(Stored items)

=======

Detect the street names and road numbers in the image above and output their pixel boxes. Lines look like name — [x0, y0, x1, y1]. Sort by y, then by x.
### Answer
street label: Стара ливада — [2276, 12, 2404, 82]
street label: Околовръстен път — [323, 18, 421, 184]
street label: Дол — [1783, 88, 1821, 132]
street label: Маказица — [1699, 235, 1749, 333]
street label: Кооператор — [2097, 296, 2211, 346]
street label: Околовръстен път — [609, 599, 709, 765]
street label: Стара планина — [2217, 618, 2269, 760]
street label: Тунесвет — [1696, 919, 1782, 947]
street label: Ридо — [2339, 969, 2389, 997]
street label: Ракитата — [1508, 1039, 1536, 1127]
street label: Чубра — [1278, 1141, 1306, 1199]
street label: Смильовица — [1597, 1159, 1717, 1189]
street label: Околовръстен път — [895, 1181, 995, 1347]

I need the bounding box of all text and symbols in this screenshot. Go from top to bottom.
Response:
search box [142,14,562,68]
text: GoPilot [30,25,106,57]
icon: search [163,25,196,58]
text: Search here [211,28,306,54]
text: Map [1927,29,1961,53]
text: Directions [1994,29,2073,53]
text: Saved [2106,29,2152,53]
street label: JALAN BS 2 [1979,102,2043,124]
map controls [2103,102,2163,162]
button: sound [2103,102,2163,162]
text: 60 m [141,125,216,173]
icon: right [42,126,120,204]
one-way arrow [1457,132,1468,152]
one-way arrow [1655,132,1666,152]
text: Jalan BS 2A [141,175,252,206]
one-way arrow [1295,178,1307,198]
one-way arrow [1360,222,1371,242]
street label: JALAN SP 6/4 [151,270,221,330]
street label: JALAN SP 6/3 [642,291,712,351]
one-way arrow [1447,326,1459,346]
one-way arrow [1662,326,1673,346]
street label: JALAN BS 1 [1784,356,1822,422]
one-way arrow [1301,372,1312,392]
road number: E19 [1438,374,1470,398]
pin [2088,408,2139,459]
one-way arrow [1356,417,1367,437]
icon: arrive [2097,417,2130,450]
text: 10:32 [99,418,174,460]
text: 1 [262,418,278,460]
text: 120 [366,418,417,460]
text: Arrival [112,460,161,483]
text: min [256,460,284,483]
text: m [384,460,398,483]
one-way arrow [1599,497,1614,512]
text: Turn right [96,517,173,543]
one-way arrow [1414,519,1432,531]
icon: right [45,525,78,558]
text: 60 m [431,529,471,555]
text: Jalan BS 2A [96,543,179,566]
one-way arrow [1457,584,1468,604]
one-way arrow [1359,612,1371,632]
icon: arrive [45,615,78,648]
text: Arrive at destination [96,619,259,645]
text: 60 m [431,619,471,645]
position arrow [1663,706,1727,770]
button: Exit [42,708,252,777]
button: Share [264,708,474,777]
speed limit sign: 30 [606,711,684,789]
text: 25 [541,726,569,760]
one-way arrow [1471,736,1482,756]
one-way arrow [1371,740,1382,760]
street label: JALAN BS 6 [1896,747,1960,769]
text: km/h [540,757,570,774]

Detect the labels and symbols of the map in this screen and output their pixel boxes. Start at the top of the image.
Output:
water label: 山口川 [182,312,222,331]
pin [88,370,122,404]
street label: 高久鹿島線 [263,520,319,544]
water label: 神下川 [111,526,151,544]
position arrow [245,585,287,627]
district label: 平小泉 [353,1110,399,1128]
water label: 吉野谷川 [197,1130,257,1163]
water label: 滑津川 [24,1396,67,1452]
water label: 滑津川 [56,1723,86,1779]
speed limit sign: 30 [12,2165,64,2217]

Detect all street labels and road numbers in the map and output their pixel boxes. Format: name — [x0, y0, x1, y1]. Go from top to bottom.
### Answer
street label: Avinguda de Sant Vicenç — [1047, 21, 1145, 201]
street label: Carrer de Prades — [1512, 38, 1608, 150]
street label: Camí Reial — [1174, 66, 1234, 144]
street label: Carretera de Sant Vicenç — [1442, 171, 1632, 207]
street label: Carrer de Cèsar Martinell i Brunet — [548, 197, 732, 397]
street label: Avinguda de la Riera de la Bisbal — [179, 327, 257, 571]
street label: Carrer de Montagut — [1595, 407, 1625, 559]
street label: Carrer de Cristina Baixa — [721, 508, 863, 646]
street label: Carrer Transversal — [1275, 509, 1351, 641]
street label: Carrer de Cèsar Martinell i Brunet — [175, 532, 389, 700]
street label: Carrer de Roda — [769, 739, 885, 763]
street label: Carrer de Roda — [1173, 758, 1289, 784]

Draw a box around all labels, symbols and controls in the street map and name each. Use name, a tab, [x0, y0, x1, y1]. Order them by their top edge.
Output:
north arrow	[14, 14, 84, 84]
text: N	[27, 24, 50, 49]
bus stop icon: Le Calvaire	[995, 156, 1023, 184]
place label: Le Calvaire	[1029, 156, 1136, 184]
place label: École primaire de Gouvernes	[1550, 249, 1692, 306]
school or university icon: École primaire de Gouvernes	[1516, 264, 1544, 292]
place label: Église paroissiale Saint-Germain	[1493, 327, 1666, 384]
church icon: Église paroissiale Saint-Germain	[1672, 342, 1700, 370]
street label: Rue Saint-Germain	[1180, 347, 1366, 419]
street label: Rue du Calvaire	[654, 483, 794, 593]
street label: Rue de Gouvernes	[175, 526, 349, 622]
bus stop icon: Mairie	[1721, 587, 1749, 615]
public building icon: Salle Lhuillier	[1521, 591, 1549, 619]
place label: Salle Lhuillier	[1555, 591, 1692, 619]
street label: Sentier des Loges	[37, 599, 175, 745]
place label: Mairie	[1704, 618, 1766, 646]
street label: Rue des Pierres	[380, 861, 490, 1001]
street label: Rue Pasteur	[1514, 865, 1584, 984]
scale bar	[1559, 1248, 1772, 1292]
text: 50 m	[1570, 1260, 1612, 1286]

=======

■ To do:
Your answer should be every line above that contains the word "this".

■ Completed exercise:
I need the bounding box of all text and symbols in this screenshot. Go from top to bottom.
Detect the labels and symbols of the map in this screen and output their pixel boxes. Start at the top of the image.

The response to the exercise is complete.